Listening tests, speech and music

What would the fun in designing a filter be if we didn't hear it in action?

Speech clips are taken from EUSTACE ([1]). The listening tests are repeated with a 1st and 12th order WFIR, since the original paper that prompted this project ([2]) uses a 12th order Warped Linear Prediction filter.

In [1]:
import numpy, scipy, scipy.signal


def wfir(x: numpy.ndarray, fs: float, order: int) -> numpy.ndarray:
    def bark_warp_coef(fs):
        return 1.0674 * numpy.sqrt((2.0 / numpy.pi) * numpy.arctan(0.06583 * fs / 1000.0)) - 0.1916

    a = bark_warp_coef(fs)

    B = [-a.conjugate(), 1]
    A = [1, -a]

    ys = [0] * order

    ys[0] = scipy.signal.lfilter(B, A, x)
    for i in range(1, len(ys)):
        ys[i] = scipy.signal.lfilter(B, A, ys[i - 1])
        
    return ys[-1]

Reintroducing filter coefficients, and inverse filtering

Until now I've been applying the WFIR directly, but the WLP/WFIR papers ([3], [4]) mention that the inverse filter should be applied to extract the residual signal. First, to build a proper WFIR, we need to reintroduce the notion of filter coefficients.

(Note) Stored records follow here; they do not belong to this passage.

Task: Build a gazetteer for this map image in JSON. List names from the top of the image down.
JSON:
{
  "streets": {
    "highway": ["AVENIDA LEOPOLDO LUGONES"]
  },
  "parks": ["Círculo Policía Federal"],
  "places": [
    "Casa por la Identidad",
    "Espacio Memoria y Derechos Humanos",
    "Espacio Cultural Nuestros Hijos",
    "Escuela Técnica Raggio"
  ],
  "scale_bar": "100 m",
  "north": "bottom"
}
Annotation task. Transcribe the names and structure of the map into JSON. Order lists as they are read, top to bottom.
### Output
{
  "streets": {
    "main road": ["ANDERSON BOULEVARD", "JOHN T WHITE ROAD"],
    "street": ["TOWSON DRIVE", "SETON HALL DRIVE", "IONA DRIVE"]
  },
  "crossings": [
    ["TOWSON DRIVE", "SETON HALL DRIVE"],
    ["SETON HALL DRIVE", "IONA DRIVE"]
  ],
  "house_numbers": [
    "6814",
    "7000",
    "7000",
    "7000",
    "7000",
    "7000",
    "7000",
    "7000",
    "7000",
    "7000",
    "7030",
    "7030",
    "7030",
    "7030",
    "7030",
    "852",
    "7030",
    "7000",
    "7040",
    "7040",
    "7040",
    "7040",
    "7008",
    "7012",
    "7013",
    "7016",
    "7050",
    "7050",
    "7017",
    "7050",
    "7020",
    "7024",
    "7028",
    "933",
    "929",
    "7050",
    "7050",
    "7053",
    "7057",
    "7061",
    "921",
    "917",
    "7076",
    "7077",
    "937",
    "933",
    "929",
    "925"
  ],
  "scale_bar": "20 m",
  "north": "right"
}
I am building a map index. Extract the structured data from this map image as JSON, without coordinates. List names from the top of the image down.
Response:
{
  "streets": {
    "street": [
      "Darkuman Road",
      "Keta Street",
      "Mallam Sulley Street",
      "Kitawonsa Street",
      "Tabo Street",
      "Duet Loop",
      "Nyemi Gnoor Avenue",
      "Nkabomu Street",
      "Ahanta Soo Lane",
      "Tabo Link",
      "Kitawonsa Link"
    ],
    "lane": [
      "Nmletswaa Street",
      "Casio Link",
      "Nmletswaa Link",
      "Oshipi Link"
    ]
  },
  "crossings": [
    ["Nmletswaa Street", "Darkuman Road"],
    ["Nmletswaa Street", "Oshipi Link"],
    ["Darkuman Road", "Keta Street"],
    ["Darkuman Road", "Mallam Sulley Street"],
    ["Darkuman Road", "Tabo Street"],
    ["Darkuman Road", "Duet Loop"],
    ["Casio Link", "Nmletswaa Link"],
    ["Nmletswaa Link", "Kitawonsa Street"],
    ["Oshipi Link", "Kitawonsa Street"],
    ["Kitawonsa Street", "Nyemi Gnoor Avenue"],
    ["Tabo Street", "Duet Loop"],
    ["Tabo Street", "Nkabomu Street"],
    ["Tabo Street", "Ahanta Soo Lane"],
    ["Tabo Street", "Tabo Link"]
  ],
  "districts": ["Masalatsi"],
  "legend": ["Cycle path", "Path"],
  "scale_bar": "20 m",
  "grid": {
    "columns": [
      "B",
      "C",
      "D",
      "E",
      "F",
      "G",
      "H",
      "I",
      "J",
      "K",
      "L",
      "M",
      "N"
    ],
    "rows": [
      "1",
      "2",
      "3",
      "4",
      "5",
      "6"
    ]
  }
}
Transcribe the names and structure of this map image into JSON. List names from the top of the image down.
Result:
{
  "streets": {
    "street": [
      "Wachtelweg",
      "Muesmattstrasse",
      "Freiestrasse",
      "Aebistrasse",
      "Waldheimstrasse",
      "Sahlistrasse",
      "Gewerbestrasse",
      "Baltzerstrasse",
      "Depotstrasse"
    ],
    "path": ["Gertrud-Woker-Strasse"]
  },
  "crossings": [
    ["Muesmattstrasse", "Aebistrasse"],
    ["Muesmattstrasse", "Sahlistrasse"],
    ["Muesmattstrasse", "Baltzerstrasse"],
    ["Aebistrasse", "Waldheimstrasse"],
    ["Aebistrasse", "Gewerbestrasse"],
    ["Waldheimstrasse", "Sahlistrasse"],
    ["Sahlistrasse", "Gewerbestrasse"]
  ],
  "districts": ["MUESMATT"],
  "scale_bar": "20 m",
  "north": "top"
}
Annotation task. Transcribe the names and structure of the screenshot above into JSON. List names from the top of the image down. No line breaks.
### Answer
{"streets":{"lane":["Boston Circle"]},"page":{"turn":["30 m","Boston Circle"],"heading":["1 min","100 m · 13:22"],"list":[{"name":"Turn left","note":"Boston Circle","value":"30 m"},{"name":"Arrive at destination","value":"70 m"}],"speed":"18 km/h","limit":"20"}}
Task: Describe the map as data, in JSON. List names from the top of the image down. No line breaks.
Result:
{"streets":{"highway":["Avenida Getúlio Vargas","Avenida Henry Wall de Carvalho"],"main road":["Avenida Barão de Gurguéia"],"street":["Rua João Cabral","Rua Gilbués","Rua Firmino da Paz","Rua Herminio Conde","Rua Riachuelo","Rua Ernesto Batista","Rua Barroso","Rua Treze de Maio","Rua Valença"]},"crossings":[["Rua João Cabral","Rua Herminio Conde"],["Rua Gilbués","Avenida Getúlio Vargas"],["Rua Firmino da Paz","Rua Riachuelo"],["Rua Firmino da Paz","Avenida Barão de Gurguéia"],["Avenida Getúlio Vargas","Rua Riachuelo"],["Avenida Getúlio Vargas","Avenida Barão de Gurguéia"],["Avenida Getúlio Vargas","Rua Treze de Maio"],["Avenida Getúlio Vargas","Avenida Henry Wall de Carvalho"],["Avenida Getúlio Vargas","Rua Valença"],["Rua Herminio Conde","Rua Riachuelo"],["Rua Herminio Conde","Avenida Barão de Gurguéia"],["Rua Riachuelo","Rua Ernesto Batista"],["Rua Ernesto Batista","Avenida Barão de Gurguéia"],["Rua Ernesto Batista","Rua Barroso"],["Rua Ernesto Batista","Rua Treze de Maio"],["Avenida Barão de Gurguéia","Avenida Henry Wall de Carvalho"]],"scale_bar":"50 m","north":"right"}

$$\hat X(z) = \left [\sum_{k=1}^{N}a_kD(z)^k \right ]X(z)$$

The output of the wfir() method defined above is simply:

$$Y(z) = \left[ D(z)^N \right ] X(z)$$

This means I've been implicitly using filter coefficients a1..k = [0, 0, ..., 1]. The inverse of the proper WFIR function is:

$$A(z) = 1 - \sum_{k=1}^{N}a_kD(z)^k$$

The residual signal, i.e. the desired output of an inverse WFIR filter, is:

$$R(z) = X(z) - \hat X(z)$$

This should mean that:

$$R(z) = A(z)X(z) = \left [ 1 - \sum_{k=1}^{N}a_kD(z)^k \right ]X(z)$$
In [2]:
def wfir(x: numpy.ndarray, fs: float, order: int) -> numpy.ndarray:
    def bark_warp_coef(fs):
        return 1.0674 * numpy.sqrt((2.0 / numpy.pi) * numpy.arctan(0.06583 * fs / 1000.0)) - 0.1916

    a = bark_warp_coef(fs)

    B = [-a.conjugate(), 1]
    A = [1, -a]
    ys = [0] * order

    ys[0] = scipy.signal.lfilter(B, A, x)
    for i in range(1, len(ys)):
        ys[i] = scipy.signal.lfilter(B, A, ys[i - 1])
        
    c = [1.0]*(order+1) # let's not use remez coefficients for now
    
    x_hat = c[0] * x
    for i in range(order):
        x_hat += c[i+1] * ys[i]

    r = x - x_hat
    return r

Finally, let's reintroduce the remez optimal filter coefficients, but now instead of copy/pasting it from a warped low-pass filter, let's decide what we want. Since we're using Bark for psychoacoustic/human ear modeling, let's continue on that track. I'll pick bandpass filter coefficients of 20Hz-20,000Hz, with a 1Hz transition (based loosely on research on the capabilities of human hearing).

In [3]:
def wfir(x: numpy.ndarray, fs: float, order: int) -> numpy.ndarray:
    def bark_warp_coef(fs):
        return 1.0674 * numpy.sqrt((2.0 / numpy.pi) * numpy.arctan(0.06583 * fs / 1000.0)) - 0.1916

    a = bark_warp_coef(fs)

    B = [-a.conjugate(), 1]
    A = [1, -a]
    ys = [0] * order

    ys[0] = scipy.signal.lfilter(B, A, x)
    for i in range(1, len(ys)):
        ys[i] = scipy.signal.lfilter(B, A, ys[i - 1])
        
    l = 20
    r = min(20000, fs/2 - 1)
    t = 1
        
    c = scipy.signal.remez(order+1, [0, l-t, l, r, r+t, 0.5*fs], [0, 1, 0], fs=fs)

    x_hat = c[0] * x
    for i in range(order):
        x_hat += c[i+1] * ys[i]

    r = x - x_hat
    return r

Speech

Female speech

In [4]:
from IPython.display import Audio
import scipy.io, scipy.io.wavfile


female_speech_clip = './speech_f.wav'
fs_1, x_1 = scipy.io.wavfile.read(female_speech_clip)              
Audio(x_1, rate=fs_1)
Out[4]:
In [5]:
r1_1 = wfir(x_1, fs_1, 1)
Audio(r1_1, rate=fs_1)
Out[5]:
In [6]:
r12_1 = wfir(x_1, fs_1, 12)
Audio(r12_1, rate=fs_1)
Out[6]:
In [9]:
import matplotlib.pyplot as plt

l = 5000
r = 25000
samples = numpy.arange(r)

fig, (ax1, ax2, ax3, ax4, ax5) = plt.subplots(5, 1, figsize=(10, 20))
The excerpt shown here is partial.